Looking at the top countries is a different important. But understanding the
Flynn effect would be step one which isn't happening. There don't even seem to
be any theories. When you can't even find crackpots YouTube talking about it,
there's an issue.

------
Bostonian
A recent paper finds that The Flynn effect for fluid IQ may not generalize to
all ages or ability levels: A population-based study of 10,000 US adolescents
[https://www.gwern.net/docs/iq/2019-platt.pdf](https://www.gwern.net/docs/iq/2019-platt.pdf)

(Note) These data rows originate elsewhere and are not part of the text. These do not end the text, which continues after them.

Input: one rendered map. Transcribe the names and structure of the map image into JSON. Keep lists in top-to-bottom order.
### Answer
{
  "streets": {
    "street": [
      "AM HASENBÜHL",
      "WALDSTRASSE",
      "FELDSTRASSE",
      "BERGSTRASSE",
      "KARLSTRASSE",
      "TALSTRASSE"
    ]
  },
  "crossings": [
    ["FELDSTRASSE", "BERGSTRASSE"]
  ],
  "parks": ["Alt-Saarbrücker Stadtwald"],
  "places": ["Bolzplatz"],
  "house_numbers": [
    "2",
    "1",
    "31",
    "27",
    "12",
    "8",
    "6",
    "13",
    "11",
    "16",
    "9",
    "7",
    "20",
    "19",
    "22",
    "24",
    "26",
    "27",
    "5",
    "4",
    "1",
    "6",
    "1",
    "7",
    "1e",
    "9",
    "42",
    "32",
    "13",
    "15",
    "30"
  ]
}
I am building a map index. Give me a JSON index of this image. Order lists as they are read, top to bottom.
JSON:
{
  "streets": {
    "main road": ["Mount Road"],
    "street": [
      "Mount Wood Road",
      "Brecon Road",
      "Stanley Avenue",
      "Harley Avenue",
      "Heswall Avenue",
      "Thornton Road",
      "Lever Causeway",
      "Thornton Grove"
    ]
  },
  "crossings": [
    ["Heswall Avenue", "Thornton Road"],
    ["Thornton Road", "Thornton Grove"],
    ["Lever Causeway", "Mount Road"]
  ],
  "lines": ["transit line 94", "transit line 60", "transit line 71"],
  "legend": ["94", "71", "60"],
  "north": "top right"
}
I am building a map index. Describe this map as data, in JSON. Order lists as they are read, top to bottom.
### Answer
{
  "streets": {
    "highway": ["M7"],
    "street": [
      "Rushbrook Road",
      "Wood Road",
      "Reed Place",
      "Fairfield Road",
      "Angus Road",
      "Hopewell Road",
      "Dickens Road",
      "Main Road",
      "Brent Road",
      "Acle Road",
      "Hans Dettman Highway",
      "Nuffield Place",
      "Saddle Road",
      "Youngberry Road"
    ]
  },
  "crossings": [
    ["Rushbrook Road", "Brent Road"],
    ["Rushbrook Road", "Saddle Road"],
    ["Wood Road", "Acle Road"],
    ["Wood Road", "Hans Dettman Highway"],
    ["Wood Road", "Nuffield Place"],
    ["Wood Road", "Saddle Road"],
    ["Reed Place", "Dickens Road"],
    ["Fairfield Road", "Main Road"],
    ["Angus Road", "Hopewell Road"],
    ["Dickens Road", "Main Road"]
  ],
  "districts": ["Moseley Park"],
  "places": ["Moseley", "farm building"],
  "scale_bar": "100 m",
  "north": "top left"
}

. "IQs decreased 4.9 points for those with IQ ≤ 70 (95% CI = −4.9, −4.8), but
increased 3.5 points among those with IQ ≥ 130 (95% CI = 3.4, 3.6)."

------
maestrokuro
I feel like there's quite a lot scope for engineering the levels of
intelligence within a given population. To my knowledge, most languages spoken
throughout the world reached their current forms naturally, without any kind
of deliberate influence by their speakers. What if, however, a language was
actively designed to be as information dense as possible? What effect would it
have on the average intelligence of a population in which said language was
gradually introduced to the point where children were raised speaking it?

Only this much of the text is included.